╭─ Data segment

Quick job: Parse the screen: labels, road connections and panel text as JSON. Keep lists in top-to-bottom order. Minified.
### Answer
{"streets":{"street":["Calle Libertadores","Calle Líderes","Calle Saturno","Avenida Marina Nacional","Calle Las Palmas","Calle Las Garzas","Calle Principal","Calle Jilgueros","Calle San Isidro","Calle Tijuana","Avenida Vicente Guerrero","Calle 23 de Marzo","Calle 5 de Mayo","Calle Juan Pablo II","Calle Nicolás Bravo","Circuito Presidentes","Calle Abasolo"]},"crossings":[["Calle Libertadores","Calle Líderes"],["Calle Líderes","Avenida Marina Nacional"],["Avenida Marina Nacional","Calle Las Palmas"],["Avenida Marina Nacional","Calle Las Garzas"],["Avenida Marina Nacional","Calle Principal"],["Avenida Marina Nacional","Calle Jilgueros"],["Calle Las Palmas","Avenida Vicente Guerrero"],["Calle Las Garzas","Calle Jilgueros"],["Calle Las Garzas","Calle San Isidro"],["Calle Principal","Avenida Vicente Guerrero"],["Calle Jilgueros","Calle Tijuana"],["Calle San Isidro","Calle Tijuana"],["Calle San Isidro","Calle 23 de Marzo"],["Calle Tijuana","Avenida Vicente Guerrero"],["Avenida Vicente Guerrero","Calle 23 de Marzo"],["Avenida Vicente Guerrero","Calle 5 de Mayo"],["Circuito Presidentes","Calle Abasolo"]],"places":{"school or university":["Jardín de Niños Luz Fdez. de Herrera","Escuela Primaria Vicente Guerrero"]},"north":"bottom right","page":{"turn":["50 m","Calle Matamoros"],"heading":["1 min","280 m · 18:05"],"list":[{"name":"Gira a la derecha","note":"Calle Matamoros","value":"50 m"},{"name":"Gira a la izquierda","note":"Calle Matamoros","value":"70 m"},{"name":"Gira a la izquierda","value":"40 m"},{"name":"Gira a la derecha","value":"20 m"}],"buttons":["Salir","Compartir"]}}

╰─

▶ _Directions_
Repeat the material exactly. Every line should match.

▶ _Response to the task_
Quick job: Parse the screen: labels, road connections and panel text as JSON. Keep lists in top-to-bottom order. Minified.
### Answer
{"streets":{"street":["Calle Libertadores","Calle Líderes","Calle Saturno","Avenida Marina Nacional","Calle Las Palmas","Calle Las Garzas","Calle Principal","Calle Jilgueros","Calle San Isidro","Calle Tijuana","Avenida Vicente Guerrero","Calle 23 de Marzo","Calle 5 de Mayo","Calle Juan Pablo II","Calle Nicolás Bravo","Circuito Presidentes","Calle Abasolo"]},"crossings":[["Calle Libertadores","Calle Líderes"],["Calle Líderes","Avenida Marina Nacional"],["Avenida Marina Nacional","Calle Las Palmas"],["Avenida Marina Nacional","Calle Las Garzas"],["Avenida Marina Nacional","Calle Principal"],["Avenida Marina Nacional","Calle Jilgueros"],["Calle Las Palmas","Avenida Vicente Guerrero"],["Calle Las Garzas","Calle Jilgueros"],["Calle Las Garzas","Calle San Isidro"],["Calle Principal","Avenida Vicente Guerrero"],["Calle Jilgueros","Calle Tijuana"],["Calle San Isidro","Calle Tijuana"],["Calle San Isidro","Calle 23 de Marzo"],["Calle Tijuana","Avenida Vicente Guerrero"],["Avenida Vicente Guerrero","Calle 23 de Marzo"],["Avenida Vicente Guerrero","Calle 5 de Mayo"],["Circuito Presidentes","Calle Abasolo"]],"places":{"school or university":["Jardín de Niños Luz Fdez. de Herrera","Escuela Primaria Vicente Guerrero"]},"north":"bottom right","page":{"turn":["50 m","Calle Matamoros"],"heading":["1 min","280 m · 18:05"],"list":[{"name":"Gira a la derecha","note":"Calle Matamoros","value":"50 m"},{"name":"Gira a la izquierda","note":"Calle Matamoros","value":"70 m"},{"name":"Gira a la izquierda","value":"40 m"},{"name":"Gira a la derecha","value":"20 m"}],"buttons":["Salir","Compartir"]}}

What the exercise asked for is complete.